Pull every "lines" line out of the data below.

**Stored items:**
------------------------------------
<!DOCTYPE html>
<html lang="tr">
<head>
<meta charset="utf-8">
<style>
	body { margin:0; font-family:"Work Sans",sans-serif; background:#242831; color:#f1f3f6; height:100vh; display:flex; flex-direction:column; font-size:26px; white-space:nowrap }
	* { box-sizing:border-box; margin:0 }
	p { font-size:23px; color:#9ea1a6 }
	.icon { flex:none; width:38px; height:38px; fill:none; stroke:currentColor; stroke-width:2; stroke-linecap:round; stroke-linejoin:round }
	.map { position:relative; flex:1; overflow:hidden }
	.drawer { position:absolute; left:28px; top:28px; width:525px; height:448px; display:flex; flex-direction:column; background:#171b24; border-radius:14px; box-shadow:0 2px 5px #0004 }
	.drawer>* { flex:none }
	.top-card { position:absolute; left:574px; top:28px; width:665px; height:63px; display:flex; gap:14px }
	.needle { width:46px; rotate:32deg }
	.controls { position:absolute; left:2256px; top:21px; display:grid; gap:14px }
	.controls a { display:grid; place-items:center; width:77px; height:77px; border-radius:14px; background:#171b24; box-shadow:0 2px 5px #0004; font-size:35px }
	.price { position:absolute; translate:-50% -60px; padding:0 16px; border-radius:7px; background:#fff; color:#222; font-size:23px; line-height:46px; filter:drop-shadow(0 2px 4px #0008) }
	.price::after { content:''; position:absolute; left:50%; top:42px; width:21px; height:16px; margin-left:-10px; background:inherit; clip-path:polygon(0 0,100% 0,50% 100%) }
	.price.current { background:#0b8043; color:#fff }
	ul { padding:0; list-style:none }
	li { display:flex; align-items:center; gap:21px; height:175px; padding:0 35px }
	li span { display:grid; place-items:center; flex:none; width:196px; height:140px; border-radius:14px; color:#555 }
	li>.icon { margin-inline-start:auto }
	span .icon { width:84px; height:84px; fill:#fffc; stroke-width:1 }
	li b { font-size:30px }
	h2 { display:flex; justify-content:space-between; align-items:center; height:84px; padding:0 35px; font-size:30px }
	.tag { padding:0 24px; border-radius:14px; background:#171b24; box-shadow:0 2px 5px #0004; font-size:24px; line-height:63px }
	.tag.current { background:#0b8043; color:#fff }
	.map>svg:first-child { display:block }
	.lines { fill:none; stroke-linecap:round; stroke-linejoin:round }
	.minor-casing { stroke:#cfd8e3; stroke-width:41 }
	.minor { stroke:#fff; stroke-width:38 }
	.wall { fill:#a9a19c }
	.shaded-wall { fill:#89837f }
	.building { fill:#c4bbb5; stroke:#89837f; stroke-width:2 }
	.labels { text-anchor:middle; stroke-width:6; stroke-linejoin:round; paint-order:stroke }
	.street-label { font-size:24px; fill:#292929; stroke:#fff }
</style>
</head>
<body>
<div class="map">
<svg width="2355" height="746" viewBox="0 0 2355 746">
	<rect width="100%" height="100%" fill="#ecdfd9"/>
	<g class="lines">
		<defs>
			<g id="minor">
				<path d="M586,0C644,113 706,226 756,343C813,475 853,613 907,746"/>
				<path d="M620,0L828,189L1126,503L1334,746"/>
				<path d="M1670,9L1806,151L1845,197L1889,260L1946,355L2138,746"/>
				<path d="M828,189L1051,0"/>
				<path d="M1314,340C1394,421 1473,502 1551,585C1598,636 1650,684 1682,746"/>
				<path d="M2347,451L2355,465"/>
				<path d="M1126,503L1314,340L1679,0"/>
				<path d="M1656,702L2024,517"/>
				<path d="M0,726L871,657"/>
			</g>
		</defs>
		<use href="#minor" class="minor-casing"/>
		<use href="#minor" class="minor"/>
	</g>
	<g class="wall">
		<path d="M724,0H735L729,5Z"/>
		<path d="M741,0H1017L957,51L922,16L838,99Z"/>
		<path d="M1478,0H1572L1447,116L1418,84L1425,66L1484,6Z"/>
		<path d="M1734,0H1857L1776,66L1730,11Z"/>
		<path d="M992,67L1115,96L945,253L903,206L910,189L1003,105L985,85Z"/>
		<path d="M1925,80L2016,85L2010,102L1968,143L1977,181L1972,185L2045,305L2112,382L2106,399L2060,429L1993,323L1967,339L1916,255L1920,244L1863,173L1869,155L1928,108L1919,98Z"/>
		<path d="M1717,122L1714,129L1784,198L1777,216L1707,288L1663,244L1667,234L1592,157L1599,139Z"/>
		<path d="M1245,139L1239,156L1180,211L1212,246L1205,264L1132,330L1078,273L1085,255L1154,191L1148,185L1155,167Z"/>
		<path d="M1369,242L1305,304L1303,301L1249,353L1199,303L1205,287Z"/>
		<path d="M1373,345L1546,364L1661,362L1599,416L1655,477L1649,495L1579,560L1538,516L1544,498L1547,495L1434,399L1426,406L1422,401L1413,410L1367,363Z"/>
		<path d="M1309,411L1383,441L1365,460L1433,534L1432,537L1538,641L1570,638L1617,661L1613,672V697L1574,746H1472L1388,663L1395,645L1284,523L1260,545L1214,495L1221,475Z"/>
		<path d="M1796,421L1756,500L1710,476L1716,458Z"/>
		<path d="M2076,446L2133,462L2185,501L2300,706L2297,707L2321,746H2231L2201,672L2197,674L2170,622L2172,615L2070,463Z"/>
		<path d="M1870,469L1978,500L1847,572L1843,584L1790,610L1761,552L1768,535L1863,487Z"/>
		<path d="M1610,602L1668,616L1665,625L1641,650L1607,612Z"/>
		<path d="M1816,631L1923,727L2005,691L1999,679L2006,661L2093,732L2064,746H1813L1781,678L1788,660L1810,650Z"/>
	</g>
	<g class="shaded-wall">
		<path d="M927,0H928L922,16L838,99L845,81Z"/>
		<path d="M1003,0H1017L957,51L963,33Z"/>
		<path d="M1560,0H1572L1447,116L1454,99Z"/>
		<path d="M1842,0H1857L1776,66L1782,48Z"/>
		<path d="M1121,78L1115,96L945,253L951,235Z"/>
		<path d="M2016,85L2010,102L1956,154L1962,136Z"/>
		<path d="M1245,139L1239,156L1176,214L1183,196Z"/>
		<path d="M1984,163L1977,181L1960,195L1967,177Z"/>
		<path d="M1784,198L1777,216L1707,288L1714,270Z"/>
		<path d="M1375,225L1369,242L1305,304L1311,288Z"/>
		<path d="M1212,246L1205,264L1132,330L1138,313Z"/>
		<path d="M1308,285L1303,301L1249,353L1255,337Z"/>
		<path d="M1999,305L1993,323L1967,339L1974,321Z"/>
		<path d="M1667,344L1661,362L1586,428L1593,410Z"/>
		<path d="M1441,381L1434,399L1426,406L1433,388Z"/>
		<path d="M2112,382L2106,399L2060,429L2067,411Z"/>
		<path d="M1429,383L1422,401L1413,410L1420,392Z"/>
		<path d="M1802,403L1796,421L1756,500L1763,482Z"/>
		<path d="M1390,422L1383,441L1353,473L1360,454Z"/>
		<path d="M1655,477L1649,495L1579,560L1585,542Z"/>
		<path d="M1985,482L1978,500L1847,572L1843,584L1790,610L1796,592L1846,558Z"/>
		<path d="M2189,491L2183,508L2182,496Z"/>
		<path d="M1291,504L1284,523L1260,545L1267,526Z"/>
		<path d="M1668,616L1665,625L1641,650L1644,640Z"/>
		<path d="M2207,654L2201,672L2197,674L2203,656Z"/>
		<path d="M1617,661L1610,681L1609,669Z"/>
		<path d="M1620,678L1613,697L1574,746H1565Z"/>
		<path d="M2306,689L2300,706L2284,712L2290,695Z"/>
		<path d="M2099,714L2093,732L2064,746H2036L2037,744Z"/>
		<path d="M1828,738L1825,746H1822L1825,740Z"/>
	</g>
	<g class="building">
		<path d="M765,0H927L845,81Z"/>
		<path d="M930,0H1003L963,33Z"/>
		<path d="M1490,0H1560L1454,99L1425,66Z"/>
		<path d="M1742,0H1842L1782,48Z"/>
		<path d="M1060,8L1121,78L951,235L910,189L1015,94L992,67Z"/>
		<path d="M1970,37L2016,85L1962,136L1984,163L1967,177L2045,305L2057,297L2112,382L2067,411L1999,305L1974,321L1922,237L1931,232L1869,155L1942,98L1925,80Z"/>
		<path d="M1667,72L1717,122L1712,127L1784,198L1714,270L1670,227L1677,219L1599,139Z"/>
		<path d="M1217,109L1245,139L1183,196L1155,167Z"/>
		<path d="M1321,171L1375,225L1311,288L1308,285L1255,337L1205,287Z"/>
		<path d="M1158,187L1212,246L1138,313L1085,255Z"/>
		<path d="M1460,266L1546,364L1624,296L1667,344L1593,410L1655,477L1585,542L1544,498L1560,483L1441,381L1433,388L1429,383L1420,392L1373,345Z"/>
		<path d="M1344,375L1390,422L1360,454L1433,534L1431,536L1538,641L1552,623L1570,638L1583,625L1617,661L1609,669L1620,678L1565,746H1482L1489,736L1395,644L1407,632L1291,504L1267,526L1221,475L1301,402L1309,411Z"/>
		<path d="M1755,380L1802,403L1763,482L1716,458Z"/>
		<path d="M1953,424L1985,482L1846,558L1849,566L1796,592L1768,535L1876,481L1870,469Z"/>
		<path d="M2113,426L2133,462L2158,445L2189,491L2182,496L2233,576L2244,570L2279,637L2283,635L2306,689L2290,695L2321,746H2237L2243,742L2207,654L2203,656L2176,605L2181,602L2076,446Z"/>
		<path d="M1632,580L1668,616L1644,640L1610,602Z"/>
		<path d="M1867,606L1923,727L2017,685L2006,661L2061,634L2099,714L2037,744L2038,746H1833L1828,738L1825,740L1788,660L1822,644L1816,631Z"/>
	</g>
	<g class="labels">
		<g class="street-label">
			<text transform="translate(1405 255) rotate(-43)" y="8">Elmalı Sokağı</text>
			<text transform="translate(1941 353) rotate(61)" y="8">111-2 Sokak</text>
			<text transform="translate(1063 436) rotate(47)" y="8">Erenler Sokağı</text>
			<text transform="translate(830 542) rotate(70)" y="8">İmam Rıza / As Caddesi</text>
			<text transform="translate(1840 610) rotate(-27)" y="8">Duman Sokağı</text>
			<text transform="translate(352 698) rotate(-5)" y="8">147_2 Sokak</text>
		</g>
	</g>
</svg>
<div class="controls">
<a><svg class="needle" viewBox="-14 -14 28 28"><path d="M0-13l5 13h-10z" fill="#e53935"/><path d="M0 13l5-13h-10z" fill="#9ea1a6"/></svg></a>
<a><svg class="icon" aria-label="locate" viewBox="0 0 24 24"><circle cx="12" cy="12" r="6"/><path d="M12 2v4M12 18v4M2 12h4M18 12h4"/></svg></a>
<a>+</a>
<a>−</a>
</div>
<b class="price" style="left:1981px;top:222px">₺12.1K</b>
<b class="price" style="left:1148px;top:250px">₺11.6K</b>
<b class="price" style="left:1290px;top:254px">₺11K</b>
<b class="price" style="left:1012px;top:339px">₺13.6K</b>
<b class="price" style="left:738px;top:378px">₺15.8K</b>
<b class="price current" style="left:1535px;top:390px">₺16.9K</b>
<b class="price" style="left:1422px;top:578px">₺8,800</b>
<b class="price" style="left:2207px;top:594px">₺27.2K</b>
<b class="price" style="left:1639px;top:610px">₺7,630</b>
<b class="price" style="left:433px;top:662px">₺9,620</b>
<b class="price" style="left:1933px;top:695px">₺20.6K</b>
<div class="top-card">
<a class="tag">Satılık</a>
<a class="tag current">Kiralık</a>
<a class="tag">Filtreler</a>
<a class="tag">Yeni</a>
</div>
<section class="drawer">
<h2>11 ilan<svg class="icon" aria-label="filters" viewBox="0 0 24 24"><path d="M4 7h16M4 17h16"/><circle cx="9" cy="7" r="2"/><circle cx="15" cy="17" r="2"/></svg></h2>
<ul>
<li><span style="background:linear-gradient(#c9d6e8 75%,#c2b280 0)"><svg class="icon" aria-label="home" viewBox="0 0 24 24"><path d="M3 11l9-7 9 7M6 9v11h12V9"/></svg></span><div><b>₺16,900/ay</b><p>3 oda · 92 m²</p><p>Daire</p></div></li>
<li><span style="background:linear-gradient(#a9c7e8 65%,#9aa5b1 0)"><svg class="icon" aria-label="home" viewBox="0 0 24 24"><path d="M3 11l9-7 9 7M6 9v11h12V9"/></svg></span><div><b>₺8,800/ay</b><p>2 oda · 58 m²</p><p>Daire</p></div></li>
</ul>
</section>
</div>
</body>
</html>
------------------------------------
**Response area:**
	.lines { fill:none; stroke-linecap:round; stroke-linejoin:round }
	<g class="lines">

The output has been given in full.